(Stored items)

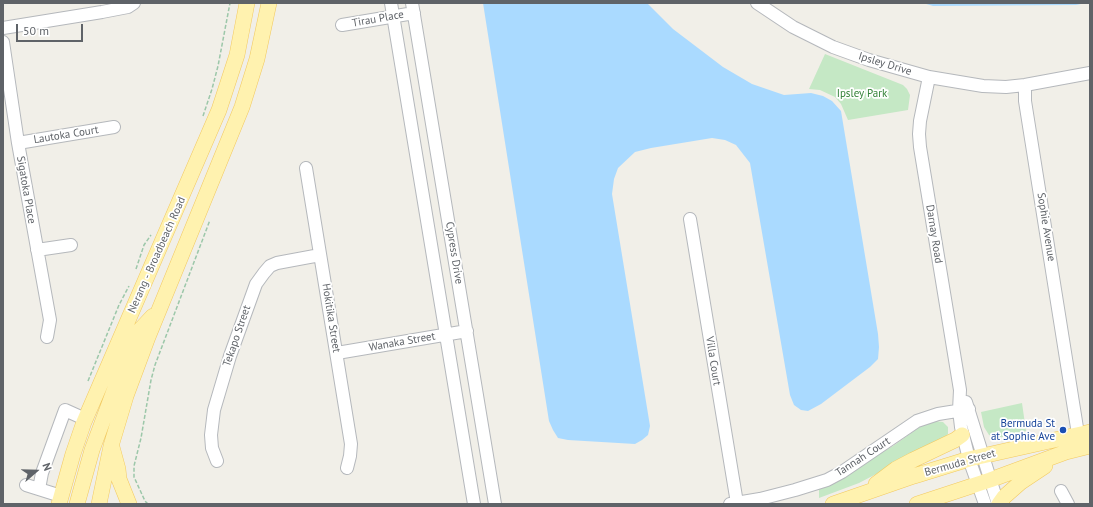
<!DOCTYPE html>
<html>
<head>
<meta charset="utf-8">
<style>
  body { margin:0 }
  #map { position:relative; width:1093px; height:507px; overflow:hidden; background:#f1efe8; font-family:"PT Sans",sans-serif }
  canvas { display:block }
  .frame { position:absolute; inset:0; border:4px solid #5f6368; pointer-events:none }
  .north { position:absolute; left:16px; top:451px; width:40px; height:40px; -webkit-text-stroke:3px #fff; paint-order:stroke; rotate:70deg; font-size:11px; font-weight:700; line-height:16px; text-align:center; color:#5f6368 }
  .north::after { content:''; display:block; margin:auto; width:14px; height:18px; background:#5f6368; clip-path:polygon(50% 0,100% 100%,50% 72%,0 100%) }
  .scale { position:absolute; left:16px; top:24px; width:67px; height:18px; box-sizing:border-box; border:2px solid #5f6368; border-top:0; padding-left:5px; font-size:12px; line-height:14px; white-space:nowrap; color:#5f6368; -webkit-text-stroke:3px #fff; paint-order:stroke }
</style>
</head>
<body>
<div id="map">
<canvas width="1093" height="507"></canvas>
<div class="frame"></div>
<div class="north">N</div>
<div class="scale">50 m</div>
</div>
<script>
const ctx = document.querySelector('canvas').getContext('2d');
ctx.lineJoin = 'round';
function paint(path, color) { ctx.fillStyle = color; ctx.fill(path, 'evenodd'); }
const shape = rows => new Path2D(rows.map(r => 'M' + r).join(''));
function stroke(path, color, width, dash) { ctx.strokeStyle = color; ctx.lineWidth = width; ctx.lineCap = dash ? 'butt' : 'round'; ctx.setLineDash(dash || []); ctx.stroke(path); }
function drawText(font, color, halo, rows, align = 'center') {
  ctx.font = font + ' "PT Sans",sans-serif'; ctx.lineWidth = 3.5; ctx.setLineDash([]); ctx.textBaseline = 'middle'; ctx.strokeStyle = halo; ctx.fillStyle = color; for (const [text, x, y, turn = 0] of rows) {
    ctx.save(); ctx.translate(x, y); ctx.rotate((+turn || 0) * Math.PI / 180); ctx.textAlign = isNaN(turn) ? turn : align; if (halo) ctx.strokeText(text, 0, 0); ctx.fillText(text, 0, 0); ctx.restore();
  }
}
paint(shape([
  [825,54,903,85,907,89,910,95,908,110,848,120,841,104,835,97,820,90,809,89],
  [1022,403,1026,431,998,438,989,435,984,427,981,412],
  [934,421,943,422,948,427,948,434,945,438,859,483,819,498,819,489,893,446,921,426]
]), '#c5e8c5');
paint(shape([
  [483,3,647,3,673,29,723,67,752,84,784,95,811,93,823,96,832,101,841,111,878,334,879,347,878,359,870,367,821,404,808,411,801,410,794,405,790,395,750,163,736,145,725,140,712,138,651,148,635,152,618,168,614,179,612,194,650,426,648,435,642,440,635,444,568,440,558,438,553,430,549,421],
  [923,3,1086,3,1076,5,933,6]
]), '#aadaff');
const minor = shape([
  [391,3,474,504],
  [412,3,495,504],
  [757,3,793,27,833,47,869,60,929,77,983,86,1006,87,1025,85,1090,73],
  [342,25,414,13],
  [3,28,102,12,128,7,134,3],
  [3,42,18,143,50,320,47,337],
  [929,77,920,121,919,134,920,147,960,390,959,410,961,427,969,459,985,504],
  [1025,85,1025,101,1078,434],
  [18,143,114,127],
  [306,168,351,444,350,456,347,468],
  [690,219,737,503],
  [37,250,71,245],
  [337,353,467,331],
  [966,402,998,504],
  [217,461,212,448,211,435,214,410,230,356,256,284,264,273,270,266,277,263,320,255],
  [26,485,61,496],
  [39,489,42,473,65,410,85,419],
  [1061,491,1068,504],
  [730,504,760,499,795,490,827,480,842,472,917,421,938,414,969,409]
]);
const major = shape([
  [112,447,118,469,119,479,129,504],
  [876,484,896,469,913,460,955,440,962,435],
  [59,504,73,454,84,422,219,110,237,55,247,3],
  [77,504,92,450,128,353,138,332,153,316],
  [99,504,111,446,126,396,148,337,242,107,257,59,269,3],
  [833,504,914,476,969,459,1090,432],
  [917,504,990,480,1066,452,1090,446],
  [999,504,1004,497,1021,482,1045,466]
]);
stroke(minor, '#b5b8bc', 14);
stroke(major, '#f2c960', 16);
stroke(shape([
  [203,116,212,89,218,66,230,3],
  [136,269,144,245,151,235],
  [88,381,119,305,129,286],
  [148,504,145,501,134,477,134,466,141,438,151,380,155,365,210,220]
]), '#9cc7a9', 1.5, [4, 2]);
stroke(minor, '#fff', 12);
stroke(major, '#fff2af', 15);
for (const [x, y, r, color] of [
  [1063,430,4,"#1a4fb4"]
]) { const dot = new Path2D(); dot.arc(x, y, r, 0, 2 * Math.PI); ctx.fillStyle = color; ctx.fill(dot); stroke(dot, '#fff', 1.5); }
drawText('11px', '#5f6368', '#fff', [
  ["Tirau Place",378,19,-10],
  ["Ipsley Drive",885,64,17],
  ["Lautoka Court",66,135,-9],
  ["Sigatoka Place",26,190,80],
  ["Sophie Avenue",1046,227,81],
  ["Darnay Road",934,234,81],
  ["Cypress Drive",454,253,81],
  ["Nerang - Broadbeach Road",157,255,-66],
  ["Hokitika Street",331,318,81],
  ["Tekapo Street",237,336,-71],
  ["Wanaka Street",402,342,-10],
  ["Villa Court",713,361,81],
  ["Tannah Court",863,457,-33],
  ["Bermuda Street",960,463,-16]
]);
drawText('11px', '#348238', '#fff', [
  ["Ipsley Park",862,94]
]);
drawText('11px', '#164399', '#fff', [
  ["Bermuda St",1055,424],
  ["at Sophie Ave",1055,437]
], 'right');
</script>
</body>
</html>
--
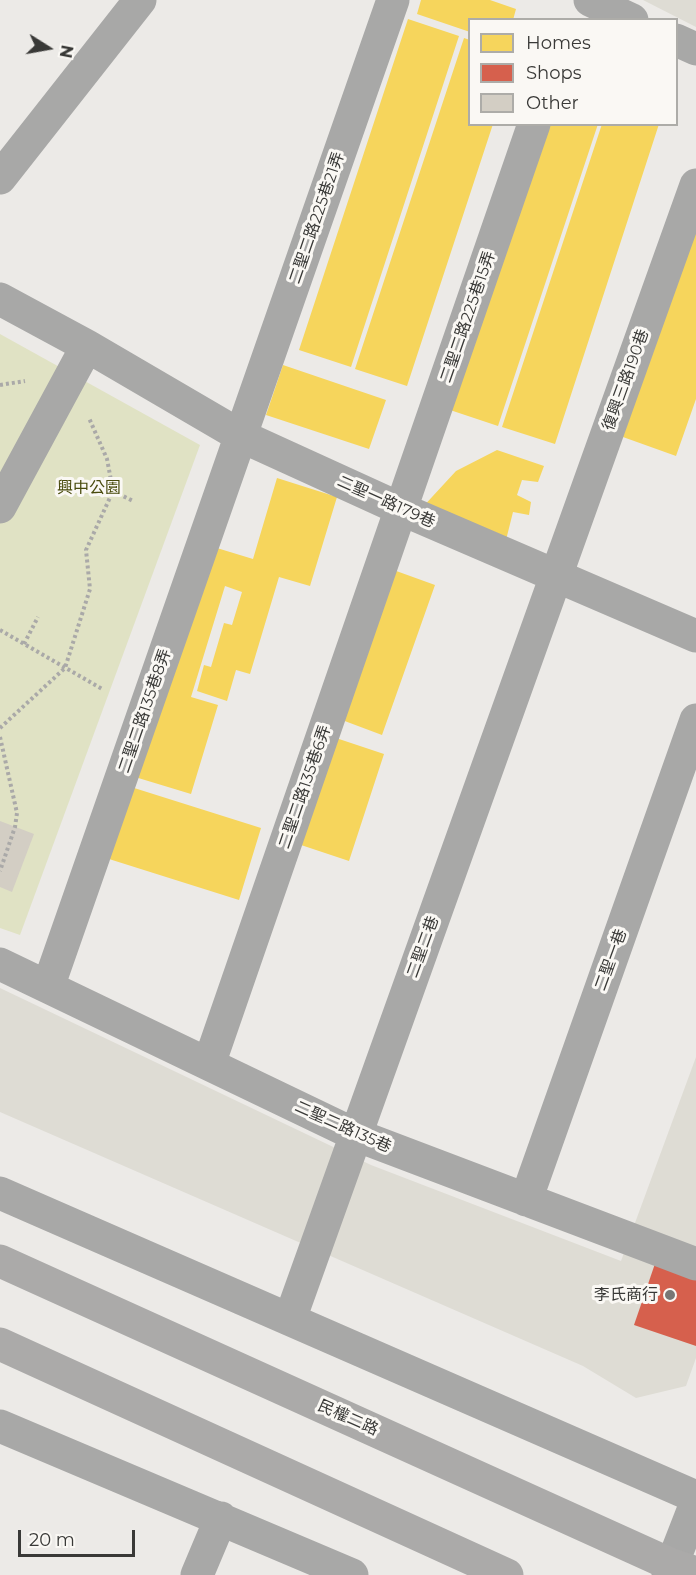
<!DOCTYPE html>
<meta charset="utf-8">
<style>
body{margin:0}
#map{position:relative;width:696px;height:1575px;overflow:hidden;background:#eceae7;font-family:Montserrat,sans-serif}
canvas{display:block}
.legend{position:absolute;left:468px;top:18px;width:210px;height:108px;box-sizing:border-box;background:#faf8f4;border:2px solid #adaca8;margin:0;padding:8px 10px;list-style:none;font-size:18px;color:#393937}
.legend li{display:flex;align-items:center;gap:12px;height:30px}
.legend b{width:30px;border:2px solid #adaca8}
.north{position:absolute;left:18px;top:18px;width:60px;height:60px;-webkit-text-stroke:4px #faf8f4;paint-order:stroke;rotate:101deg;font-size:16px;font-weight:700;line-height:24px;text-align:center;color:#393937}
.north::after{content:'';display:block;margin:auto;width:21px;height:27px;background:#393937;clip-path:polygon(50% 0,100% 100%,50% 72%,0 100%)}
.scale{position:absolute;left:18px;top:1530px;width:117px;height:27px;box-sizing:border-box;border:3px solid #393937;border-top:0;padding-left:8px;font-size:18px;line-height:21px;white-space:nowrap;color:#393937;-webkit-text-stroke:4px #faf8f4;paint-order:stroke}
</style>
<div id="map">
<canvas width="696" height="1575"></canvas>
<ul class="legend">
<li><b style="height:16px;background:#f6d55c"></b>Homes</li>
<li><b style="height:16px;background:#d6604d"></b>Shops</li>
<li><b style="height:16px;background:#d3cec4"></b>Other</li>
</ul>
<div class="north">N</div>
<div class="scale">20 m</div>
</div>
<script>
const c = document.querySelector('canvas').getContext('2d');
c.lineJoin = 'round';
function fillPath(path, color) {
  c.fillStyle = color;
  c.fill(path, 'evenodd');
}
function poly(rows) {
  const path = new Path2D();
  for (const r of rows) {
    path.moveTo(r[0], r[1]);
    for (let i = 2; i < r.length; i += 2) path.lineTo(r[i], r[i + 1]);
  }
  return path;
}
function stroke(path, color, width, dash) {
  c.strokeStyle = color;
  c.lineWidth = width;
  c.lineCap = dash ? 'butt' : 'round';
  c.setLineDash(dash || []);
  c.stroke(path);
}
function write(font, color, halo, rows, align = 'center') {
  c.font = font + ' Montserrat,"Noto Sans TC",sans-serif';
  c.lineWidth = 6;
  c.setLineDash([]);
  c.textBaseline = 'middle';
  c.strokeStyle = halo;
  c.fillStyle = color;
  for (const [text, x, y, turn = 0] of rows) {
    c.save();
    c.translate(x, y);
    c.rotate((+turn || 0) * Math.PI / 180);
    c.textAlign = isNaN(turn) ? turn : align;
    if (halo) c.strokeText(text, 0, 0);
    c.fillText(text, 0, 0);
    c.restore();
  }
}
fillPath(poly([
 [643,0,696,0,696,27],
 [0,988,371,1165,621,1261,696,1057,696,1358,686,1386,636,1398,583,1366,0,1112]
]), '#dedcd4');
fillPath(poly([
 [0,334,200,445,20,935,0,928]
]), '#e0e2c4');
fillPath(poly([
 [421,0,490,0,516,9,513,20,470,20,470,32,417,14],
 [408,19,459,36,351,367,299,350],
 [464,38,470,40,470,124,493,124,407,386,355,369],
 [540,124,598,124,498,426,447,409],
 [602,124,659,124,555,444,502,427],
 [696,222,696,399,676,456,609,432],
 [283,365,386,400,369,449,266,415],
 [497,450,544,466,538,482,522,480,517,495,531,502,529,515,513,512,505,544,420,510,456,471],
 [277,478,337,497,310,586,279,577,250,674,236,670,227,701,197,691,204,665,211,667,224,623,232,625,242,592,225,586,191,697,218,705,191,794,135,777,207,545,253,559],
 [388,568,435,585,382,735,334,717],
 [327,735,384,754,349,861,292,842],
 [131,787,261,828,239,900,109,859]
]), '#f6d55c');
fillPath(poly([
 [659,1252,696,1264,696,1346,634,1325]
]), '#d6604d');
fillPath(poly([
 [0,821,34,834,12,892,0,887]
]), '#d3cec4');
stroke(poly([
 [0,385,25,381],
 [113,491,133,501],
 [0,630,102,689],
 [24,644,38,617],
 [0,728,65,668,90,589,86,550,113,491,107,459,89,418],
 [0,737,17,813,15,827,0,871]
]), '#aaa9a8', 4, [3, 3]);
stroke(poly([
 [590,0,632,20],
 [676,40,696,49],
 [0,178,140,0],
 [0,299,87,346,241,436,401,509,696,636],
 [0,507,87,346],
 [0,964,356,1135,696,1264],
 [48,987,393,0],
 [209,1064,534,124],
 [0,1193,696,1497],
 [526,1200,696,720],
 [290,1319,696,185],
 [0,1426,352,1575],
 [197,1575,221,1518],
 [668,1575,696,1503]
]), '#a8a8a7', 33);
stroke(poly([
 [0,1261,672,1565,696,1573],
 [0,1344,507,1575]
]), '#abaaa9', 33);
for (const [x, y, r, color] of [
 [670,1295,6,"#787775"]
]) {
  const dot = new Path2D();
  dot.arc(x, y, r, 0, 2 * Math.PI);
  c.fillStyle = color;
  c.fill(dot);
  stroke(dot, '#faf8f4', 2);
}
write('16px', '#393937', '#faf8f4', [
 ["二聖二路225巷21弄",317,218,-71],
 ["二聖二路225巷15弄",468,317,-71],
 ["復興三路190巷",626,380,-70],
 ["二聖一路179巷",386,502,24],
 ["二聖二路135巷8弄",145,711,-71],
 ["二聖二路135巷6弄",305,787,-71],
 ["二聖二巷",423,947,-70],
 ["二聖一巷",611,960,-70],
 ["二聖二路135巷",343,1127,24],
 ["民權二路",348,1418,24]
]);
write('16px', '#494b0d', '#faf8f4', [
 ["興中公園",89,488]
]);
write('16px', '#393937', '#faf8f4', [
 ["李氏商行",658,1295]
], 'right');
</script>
* * *
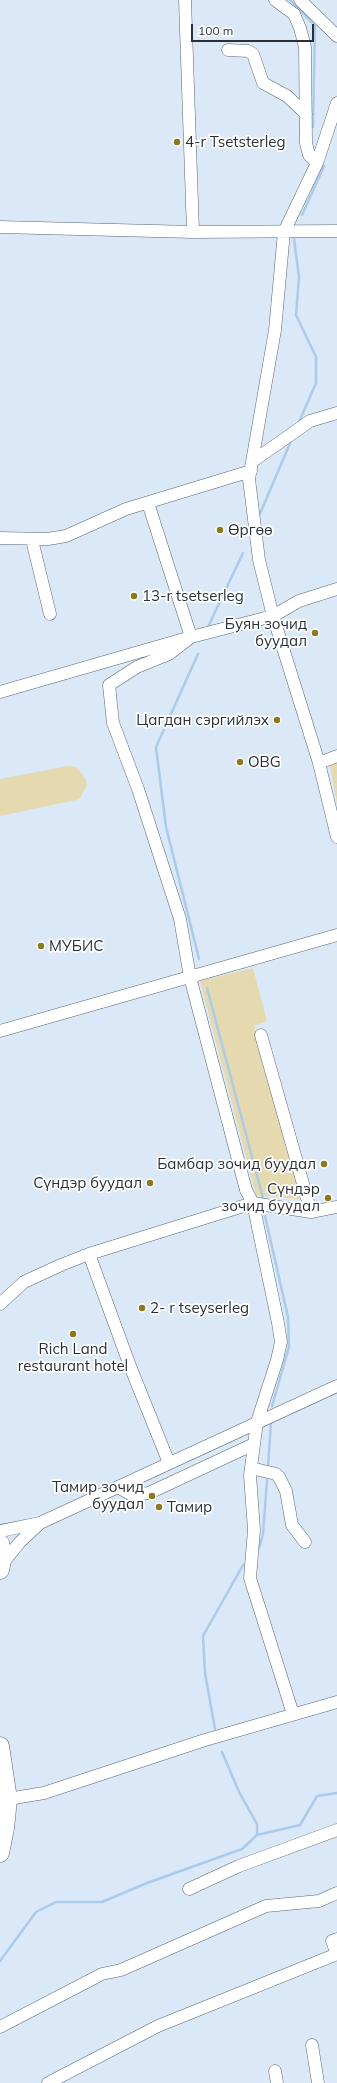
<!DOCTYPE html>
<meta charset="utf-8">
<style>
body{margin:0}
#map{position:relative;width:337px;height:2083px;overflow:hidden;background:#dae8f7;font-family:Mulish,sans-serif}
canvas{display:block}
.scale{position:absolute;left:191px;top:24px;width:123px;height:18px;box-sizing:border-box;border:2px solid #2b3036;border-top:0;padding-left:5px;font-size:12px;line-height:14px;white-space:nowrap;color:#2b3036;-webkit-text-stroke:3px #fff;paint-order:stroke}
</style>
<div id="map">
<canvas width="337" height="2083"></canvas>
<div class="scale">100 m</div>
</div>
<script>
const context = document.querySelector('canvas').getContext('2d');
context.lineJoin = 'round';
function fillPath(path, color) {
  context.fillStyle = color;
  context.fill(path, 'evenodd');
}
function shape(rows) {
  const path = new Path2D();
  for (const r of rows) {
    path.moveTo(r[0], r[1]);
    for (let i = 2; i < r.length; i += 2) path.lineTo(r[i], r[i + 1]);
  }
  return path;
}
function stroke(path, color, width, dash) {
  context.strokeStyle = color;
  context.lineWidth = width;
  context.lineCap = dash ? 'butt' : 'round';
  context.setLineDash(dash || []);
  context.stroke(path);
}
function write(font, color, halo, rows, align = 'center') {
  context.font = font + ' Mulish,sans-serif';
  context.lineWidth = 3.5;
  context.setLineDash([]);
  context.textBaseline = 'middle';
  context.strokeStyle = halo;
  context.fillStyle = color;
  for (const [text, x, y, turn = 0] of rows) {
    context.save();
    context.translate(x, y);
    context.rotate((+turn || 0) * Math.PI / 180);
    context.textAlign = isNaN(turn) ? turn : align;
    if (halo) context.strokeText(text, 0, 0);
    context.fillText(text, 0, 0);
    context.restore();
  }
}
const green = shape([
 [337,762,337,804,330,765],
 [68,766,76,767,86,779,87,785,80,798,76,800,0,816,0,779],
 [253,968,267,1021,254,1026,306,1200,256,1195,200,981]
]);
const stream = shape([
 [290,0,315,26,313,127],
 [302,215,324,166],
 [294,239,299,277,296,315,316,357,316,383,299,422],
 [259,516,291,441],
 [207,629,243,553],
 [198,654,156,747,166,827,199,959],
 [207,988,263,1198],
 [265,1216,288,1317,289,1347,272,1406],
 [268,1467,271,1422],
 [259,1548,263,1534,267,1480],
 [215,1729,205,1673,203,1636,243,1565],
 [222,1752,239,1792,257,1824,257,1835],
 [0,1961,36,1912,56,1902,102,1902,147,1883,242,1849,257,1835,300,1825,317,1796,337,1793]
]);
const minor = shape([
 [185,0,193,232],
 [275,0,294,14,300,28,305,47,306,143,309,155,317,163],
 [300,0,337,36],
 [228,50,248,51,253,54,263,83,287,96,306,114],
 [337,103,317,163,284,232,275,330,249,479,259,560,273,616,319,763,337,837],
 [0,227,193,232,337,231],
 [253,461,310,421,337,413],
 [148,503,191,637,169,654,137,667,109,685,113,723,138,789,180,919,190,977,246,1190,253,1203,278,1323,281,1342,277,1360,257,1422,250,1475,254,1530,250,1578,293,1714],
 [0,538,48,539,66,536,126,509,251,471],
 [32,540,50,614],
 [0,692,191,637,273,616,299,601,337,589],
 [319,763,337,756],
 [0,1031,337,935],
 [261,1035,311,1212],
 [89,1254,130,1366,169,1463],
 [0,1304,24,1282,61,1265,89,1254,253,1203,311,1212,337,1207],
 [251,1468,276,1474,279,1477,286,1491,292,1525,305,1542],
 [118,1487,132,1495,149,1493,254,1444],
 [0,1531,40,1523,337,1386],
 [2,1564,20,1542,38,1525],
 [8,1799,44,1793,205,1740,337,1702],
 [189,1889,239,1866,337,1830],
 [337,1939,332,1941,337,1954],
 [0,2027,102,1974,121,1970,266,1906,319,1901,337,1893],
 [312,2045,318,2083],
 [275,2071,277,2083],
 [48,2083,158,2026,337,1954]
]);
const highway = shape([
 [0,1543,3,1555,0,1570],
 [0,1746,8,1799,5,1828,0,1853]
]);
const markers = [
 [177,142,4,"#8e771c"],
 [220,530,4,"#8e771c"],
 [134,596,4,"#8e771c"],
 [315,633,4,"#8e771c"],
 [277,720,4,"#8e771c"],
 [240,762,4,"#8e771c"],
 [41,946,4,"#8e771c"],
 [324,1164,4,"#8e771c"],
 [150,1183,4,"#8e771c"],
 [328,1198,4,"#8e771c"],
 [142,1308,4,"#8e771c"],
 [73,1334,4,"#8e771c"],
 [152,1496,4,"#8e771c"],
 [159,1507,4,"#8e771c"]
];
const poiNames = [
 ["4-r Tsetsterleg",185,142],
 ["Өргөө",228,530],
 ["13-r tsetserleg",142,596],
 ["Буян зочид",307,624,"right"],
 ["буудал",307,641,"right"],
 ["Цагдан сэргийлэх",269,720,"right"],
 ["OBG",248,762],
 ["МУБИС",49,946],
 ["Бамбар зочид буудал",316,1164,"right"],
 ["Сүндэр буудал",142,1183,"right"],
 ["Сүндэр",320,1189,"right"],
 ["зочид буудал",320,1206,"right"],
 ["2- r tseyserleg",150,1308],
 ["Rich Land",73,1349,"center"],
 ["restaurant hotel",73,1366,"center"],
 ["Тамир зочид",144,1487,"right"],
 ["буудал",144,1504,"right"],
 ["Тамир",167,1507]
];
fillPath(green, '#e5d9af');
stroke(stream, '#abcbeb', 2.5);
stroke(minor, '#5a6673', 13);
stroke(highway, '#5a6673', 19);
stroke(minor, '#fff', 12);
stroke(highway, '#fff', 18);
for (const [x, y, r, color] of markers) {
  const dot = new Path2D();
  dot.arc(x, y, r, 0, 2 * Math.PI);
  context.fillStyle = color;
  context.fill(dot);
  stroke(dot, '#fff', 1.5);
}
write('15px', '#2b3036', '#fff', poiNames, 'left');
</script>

#### What is required:
Go to the line with "context.lineWidth = width;" in the entries above and repeat every line from there through the line with "context.textAlign = isNaN(turn)", exactly and with no other text.

#### Finished exercise:
  context.lineWidth = width;
  context.lineCap = dash ? 'butt' : 'round';
  context.setLineDash(dash || []);
  context.stroke(path);
}
function write(font, color, halo, rows, align = 'center') {
  context.font = font + ' Mulish,sans-serif';
  context.lineWidth = 3.5;
  context.setLineDash([]);
  context.textBaseline = 'middle';
  context.strokeStyle = halo;
  context.fillStyle = color;
  for (const [text, x, y, turn = 0] of rows) {
    context.save();
    context.translate(x, y);
    context.rotate((+turn || 0) * Math.PI / 180);
    context.textAlign = isNaN(turn) ? turn : align;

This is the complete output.